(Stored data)
%%

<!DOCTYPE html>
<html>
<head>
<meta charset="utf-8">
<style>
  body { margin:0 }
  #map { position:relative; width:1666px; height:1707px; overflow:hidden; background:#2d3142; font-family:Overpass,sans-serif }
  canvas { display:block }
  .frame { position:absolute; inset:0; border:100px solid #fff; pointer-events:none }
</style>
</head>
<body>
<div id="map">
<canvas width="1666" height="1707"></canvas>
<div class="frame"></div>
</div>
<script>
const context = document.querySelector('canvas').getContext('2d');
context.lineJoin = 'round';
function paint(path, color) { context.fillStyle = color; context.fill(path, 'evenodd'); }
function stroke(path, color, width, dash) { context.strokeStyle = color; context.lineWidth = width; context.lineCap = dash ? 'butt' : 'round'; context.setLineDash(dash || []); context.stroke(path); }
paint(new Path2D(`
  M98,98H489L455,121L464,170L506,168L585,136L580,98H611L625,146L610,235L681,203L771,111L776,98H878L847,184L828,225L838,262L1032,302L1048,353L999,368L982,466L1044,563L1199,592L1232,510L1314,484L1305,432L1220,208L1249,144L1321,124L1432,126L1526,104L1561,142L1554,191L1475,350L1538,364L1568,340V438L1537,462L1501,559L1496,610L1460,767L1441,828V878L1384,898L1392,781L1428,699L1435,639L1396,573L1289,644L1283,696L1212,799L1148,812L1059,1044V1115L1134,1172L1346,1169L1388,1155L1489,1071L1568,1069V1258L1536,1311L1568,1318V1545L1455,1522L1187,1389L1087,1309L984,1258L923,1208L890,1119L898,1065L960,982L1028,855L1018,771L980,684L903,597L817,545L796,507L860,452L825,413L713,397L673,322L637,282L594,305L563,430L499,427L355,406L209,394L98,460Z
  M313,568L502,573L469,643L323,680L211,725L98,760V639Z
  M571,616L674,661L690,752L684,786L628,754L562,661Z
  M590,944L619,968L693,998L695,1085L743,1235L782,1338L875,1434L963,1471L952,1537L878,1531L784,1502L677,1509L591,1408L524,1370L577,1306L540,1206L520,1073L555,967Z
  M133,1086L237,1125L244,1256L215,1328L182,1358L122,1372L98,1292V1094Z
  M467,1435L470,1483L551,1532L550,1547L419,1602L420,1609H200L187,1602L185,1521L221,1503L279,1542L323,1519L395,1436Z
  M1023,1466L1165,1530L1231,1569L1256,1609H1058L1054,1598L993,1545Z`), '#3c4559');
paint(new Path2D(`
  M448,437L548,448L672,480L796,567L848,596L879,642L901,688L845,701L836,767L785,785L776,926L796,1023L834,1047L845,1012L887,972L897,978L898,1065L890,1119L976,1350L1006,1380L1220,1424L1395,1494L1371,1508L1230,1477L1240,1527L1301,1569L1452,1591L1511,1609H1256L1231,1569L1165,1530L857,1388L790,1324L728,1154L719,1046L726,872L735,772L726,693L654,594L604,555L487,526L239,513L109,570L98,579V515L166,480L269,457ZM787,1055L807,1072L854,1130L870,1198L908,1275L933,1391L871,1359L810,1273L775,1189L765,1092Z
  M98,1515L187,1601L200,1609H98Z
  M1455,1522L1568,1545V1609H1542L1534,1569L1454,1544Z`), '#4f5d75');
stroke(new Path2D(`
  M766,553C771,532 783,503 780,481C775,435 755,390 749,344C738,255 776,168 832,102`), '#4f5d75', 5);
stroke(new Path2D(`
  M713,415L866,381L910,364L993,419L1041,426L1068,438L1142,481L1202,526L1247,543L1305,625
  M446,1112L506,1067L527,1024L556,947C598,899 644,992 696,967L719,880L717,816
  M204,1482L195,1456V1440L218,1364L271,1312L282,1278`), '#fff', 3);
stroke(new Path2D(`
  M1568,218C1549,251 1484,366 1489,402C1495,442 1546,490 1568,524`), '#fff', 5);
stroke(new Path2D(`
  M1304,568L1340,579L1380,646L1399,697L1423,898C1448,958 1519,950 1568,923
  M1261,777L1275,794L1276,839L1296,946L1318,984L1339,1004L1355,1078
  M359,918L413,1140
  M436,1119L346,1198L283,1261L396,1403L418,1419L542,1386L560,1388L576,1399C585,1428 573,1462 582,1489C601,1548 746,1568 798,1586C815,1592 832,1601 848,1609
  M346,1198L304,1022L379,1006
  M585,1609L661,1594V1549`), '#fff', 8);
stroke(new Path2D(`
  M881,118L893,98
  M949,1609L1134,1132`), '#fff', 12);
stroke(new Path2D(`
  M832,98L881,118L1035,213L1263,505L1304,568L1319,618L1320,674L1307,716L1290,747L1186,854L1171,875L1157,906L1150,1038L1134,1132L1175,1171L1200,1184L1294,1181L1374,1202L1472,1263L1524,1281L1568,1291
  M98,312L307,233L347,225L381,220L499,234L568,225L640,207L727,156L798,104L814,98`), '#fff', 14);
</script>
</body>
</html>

%%

*Problem statement*
Your task is to quote, without any alteration, the lines running from the top of the records to the line that holds "context.lineJoin = 'round';", both included.

*Written solution*
<!DOCTYPE html>
<html>
<head>
<meta charset="utf-8">
<style>
  body { margin:0 }
  #map { position:relative; width:1666px; height:1707px; overflow:hidden; background:#2d3142; font-family:Overpass,sans-serif }
  canvas { display:block }
  .frame { position:absolute; inset:0; border:100px solid #fff; pointer-events:none }
</style>
</head>
<body>
<div id="map">
<canvas width="1666" height="1707"></canvas>
<div class="frame"></div>
</div>
<script>
const context = document.querySelector('canvas').getContext('2d');
context.lineJoin = 'round';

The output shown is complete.